Many of the islands are official or unofficial bird sanctuaries, holding important or critically endangered species like kiwi, takahē, brown teal and grey-faced petrel. Centred on the main conservation island of Tiritiri Matangi and Little Barrier Island, numerous bird species that were locally extinct have been reintroduced in the last decades, while there have also been some naturally occurring bird "re-colonisations", especially after introduced pests were removed from breeding and nesting grounds.

===Environmental damage===
The gulf is a vibrant natural environment, which has seen significant damage during the 20th and early 21st century from human use. Although major study by the Hauraki Gulf Forum in 2011 found that all environmental indicators were still worsening or stable at problematic levels, voluntary coast clean-up groups have collected about 450,000 litres of litter from the shoreline, although further conservation efforts are required to maintain the environmental integrity of the gulf.
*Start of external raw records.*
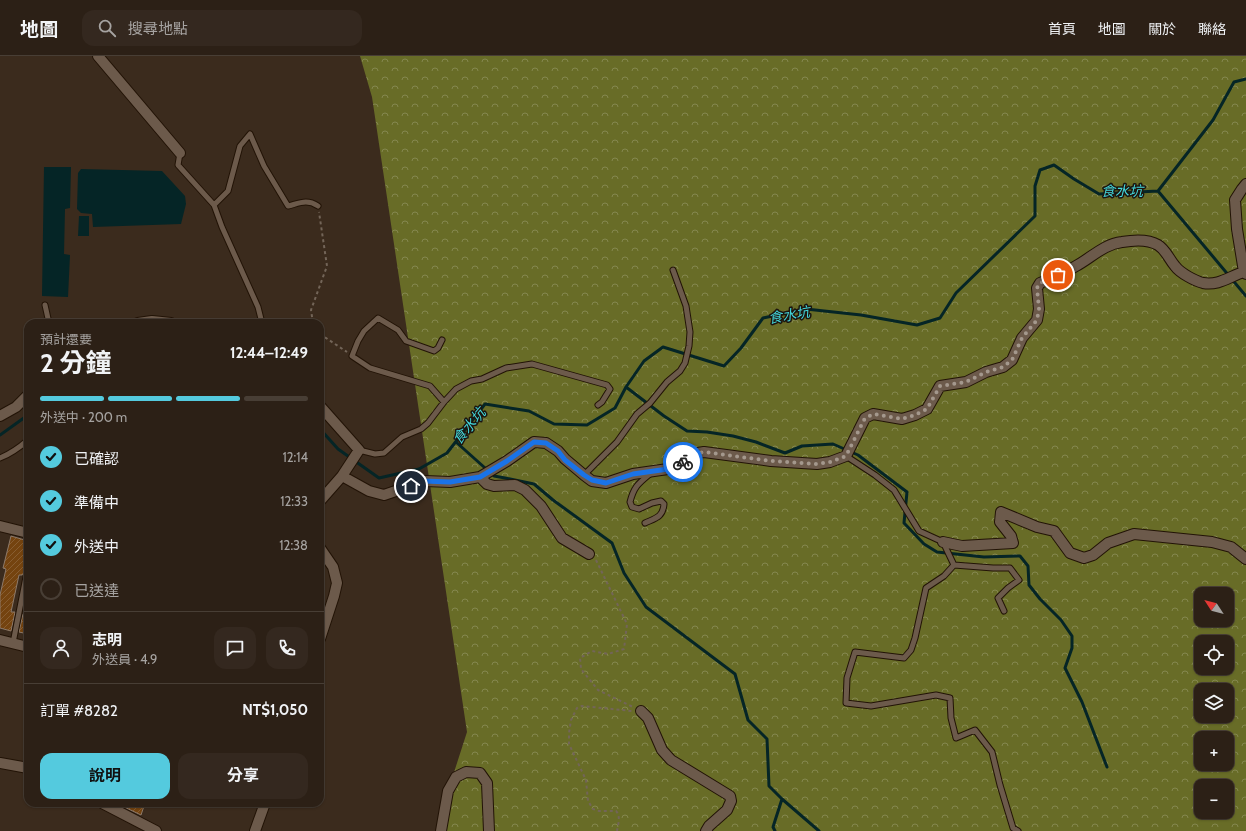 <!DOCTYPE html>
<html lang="zh-TW">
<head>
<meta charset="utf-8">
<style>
	body { margin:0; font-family:Cabin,"Noto Sans TC",sans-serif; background:#34281f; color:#f1f3f6; height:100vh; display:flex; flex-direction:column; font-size:15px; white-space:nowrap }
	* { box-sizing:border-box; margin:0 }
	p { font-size:13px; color:#a6a3a1 }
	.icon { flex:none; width:22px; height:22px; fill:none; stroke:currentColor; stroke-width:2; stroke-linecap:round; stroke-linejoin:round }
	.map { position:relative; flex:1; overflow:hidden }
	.drawer { position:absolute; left:24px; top:263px; width:300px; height:488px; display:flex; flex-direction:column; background:#2c2016; border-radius:12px; box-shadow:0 1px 3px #0004,0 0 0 1px #483e35 }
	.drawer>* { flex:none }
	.needle { width:26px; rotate:306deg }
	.controls { position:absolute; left:1194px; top:531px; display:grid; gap:8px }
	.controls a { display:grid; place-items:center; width:40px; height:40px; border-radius:8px; background:#2c2016; box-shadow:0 1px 3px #0004,0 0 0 1px #483e35; font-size:20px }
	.pin { position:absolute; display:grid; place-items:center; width:34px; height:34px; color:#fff; margin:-17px; border:2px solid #fff; border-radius:50%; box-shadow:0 1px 4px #0007 }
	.courier { position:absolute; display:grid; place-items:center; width:40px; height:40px; margin:-20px; border:3px solid #1a73e8; border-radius:50%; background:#fff; color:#222; box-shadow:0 1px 5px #0007 }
	.overview em { font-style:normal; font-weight:700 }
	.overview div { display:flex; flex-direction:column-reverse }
	.overview { display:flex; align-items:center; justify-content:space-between; height:68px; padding:0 16px }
	h1 { font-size:26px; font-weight:700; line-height:30px }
	.bar { display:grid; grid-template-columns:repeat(4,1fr); gap:6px 4px; align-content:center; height:48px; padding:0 16px }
	.bar i { height:5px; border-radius:3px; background:#483e35 }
	.bar .current { background:#54cade }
	.bar p { grid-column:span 4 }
	.line { display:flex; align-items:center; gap:10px; padding:0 16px; border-top:1px solid #483e35 }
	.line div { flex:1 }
	.round { display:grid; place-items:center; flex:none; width:42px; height:42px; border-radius:12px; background:#34281f }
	ol { padding:0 16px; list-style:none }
	li { display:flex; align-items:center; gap:12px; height:44px }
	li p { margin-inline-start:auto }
	li .icon { padding:4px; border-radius:50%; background:#54cade; color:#111; stroke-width:4 }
	li:last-child { color:#a6a3a1 }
	li i { width:22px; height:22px; border:2px solid #483e35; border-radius:50% }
	.button { display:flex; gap:8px; margin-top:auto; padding:8px 16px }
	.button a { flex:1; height:46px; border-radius:12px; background:#54cade; color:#111; font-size:16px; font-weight:700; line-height:46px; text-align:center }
	.button a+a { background:#34281f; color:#f1f3f6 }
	header { display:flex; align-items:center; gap:24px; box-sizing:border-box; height:56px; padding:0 20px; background:#2c2016; border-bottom:1px solid #483e35 }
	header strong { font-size:19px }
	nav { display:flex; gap:22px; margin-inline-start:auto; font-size:14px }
	.search { width:280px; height:36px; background:#34281f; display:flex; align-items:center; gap:10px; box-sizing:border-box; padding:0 14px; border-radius:12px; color:#a6a3a1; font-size:15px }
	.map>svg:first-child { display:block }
</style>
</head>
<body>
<header>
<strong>地圖</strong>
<div class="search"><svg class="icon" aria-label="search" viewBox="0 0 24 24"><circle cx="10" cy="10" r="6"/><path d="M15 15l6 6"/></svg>搜尋地點</div>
<nav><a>首頁</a><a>地圖</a><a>關於</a><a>聯絡</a></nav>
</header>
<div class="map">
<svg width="1246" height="775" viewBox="0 0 1246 775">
	<defs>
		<pattern id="forest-crowns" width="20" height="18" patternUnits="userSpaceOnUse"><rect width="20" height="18" fill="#686c27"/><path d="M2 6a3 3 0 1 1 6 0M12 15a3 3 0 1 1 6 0" fill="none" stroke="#84874f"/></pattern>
		<pattern id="building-hatch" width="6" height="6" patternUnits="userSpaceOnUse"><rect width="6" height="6" fill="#74430f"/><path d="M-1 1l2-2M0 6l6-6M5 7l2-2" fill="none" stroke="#875d31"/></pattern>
	</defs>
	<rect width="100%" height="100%" fill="#3b2b1d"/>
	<path fill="url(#forest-crowns)" fill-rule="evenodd" d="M360,0H1246V775H439L448,735L467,676L372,41ZM1201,538H1227V564H1201ZM1201,586H1227V612H1201ZM1201,634H1227V660H1201ZM1201,682H1227V708H1201ZM1201,730H1227V756H1201Z"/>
	<path fill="#052526" d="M44,111H71L70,152L65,153L64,198L70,199L68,241L42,240Z
		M81,113L162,115L185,140L186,148L181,168L93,171L92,158L81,157L77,153L78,117Z
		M79,160H89V180H78Z"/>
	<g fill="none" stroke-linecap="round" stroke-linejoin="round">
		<path stroke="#052526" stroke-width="3" d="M1158,135L1213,64L1234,26L1246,23
			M626,331L664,360L687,375L707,376L733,380L756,386L785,397L802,390L833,388L858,399L907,436L904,467L924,488L937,496L984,501L1020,500L1028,510L1029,529L1040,543L1061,564L1072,580V592L1065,612L1082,646L1107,711
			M320,373L338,393L379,422L419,413L447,397L485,348L529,355L554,368L587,369L615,352L626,331L644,305L663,291L724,310L741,292L763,262L806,253L861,259L917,269L940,262L956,237L1035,160V130L1040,114L1054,109L1074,123L1099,138L1158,135L1246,240
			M0,379L28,359
			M456,386L494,420L505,422L534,428L553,444L612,487L624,517L646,551L735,618L748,664L767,683L769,730L782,743L773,771L775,775
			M782,743L819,775"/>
	</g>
	<path fill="url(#building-hatch)" stroke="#8d7a6a" d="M11,480L28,485V518L25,517L22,519H19L11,556H15L11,575L0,572V539L6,513L3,512Z
		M23,558L28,559V578L19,576Z
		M116,747H145L141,759Z"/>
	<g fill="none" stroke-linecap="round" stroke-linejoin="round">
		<defs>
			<path id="lane" d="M180,97L178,109L214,149L222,171L258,251L262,267
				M214,149L228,135L240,90L250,78L264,110L288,150C300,147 307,143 318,150
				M45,249L49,267
				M442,284L438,292L434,295L406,285L398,274L378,262L364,275L358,285L352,300L370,312L430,330L444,346
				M359,394L375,398L384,397L402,381L421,373L428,367L444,346L456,333L471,325L482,323L506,312L532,308L607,329L610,333L602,346L598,349
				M846,400L875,419L894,434L919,475L943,486L954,509L944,520L926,532L915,582L911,594L904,602L855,596L847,622L846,647L871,650L936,639L950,642L951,662L956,682L975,674L992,696L1000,729L1013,772L1018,775
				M0,402C10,398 20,391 28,384
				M584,419L617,386L637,358L650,347L667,326L680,315L685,307L689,290L690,276L686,250L673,214
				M645,467C656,462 663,461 664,448L661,445L652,447L639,453L632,451L630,446C634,430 639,427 651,417
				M954,509L993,512H1010L1019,524L1008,532L998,542L1004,555
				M13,587L26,521"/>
			<path id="street" d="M98,0L180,97
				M1244,216L1237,173L1235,144L1242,133L1246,128
				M138,267L152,265L171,267
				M320,350L359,394L342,420L320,445
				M0,360L16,351L28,339
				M342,420L369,435L384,439L425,425L450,426L480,421L487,428L494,430L515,429L525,434L541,450L562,482L589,498
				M480,421L507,405L534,386L546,387L558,395L565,403L584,419L592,425L606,427L633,418L675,412L692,398L704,396L771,405L817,408L830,406L846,400L865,362L873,358L902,363L915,359L927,353L940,330L966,326L986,316L1003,311L1012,304L1022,282L1037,264L1039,253L1037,232L1040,227C1053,222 1065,217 1076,210C1091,202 1104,188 1122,186C1133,184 1148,183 1158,189C1166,194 1169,203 1175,210C1180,217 1195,225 1203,227C1219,230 1230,220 1244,216L1246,218
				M0,470L28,477
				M943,486L962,490L1013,487L1011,480L1000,466L1001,456L1037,471L1054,475L1070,497L1084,502L1093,499L1108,487L1134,478L1212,486L1231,491L1246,503
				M320,492L333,511L337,527L334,540L320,583
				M0,584L28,591
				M641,655L648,662L662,694L671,704L730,740L731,745L727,754L709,770L706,775
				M0,707L28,712
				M102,747L156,775
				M255,775L265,747
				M441,775L448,735L456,721L466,716L480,717L487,727L489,775"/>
		</defs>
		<use href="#lane" stroke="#221306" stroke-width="7"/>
		<use href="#street" stroke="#221306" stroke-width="12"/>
		<path stroke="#736558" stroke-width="2" stroke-dasharray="3 3" stroke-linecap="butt" d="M313,267L311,254L327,210L319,156
			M320,278L347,296
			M596,504L627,568L624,593L608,598L592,595L580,602L581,613L598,634L633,651
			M617,775C618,769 621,760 616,755H599L593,753L588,745L586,724L569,688V677L571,664L577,652L582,650L632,655"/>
		<use href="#lane" stroke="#6c5a4b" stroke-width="5"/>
		<use href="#street" stroke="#6c5a4b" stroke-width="10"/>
	</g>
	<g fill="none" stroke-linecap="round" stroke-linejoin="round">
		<path stroke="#a4988d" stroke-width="4" stroke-dasharray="0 7.2" d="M683,406L692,398L704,396L771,405L817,408L830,406L846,400L865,362L874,358L902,363L915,359L927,353L940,330L966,326L986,316L1003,311L1012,304L1022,282L1037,264L1039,253L1037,232L1040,227L1058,219"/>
		<path stroke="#1a73e8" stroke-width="5" d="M411,430L424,425L450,426L480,421L507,405L534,386L546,387L558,395L565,404L584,419L592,424L606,427L633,418L675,412L683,406"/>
	</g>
	<g text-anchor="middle" stroke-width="3" stroke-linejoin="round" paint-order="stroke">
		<g font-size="14" font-style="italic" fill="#43d7db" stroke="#1c150f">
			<text x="1122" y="140">食水坑</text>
			<text transform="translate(789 259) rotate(-10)" y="5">食水坑</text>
			<text transform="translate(469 370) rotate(-50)" y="5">食水坑</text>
		</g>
	</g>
</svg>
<div class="controls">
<a><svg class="needle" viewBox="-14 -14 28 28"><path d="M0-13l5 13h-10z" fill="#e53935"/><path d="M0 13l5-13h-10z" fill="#a6a3a1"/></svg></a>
<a><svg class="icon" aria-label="locate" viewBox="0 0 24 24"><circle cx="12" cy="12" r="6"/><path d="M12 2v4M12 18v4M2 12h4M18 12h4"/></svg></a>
<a><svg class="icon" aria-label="layers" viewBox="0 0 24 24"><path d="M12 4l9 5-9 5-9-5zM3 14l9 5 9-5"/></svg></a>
<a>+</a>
<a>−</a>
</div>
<div class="pin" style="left:1058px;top:219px;background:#ea580c"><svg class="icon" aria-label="bag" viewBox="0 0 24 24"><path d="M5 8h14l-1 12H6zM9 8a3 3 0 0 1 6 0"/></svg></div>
<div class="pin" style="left:411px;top:430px;background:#1f2937"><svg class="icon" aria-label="home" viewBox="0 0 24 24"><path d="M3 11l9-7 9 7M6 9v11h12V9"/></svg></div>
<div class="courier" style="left:683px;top:406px"><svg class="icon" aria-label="bike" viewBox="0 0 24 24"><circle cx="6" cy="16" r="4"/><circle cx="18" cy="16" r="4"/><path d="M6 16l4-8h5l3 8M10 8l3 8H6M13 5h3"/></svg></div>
<section class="drawer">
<div class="overview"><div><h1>2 分鐘</h1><p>預計還要</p></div><em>12:44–12:49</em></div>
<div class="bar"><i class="current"></i><i class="current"></i><i class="current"></i><i></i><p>外送中 · 200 m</p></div>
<ol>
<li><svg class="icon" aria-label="check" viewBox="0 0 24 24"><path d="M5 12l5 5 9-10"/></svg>已確認<p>12:14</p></li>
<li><svg class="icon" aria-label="check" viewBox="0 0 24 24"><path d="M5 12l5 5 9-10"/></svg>準備中<p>12:33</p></li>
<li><svg class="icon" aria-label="check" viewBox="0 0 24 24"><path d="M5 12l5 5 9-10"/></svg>外送中<p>12:38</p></li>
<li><i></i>已送達</li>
</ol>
<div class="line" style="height:72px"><a class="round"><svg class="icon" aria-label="person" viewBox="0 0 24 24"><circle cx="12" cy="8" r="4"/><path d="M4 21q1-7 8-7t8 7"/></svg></a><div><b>志明</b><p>外送員 · 4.9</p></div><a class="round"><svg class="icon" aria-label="chat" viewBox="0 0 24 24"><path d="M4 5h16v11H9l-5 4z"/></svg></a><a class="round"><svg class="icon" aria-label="phone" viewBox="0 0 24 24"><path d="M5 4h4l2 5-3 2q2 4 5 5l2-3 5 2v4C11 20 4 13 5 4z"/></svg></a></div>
<div class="line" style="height:52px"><div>訂單 #8282</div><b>NT$1,050</b></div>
<div class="button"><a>說明</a><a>分享</a></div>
</section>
</div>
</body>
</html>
Particularly damaging were the introduction of industrialised fishing, with for example snapper fishing peaking in the 1970s at more than 10,000 tonnes a year (though even in the 2000s, private fishing of this species is also a considerable factor, weighing in at 400–800 tonnes a year). This severe overfishing, which unbalanced the marine environment by the removal of a main predator in the food chain, led to further degradation, such as a widespread disappearance of kelp beds as they were overtaken by kina barrens. Trawler fishing in general is seen as severely damaging the gulf, and lobster stock are also reported as not rebuilding. It is estimated that today's fish stocks are around 25% of pre-European levels.

Also particularly damaging are the results of nitrogen carried into the gulf from surrounding agricultural land, with almost 90% coming from the dairy-farming runoff into the Firth of Thames.

Other exploitation such as the dredging of the mussel beds of the Firth of Thames, reaching its height in 1961 with an estimated 15 million mussels taken (shortly before collapse of the industry) have led to damage which has not been recovered from forty years later, possibly due to the dredging having destroyed the seafloor, and sediment drainage from the agriculture in the Firth of Thames affecting the mussel's viability.

Numerous beaches dot the shores of the gulf, many of them well known for swimming and surfing. Although environmental problems exist around urban areas, with 14 out of 52 beaches in the Auckland Region at least occasionally showing unsafe pollution levels (mostly because of untreated sewage) for bathing, environmental groups are working to clean the beaches and restore their vitality.

==Marine Park==
The Hauraki Gulf was declared a marine park in 2000 by legislative statute. This was accompanied by the formation of the Hauraki Gulf Forum, whose membership includes representatives of local iwi and local authorities in the area surrounding the Hauraki Gulf. The park is distinctly different from other conservation areas of New Zealand not only by being a marine environment, but because it is home to more than one million people along its shores and on its islands. It also contains a number of (above-water) wildlife sanctuaries.

== Campaigns ==
LegaSea, a non-profit environmental organisation based in New Zealand, is involved in campaigns to restrict destructive fishing methods in the Hauraki Gulf Marine Park, stretching from Te Ārai, Bream Bay to Waihi Beach, opposing fishing methods such as bottom trawling, Danish seining, and scallop dredging. In 2022, LegaSea established the Hauraki Gulf Alliance, a coalition of environmental organisations and community groups advocating the removal of these practices from the Hauraki Gulf.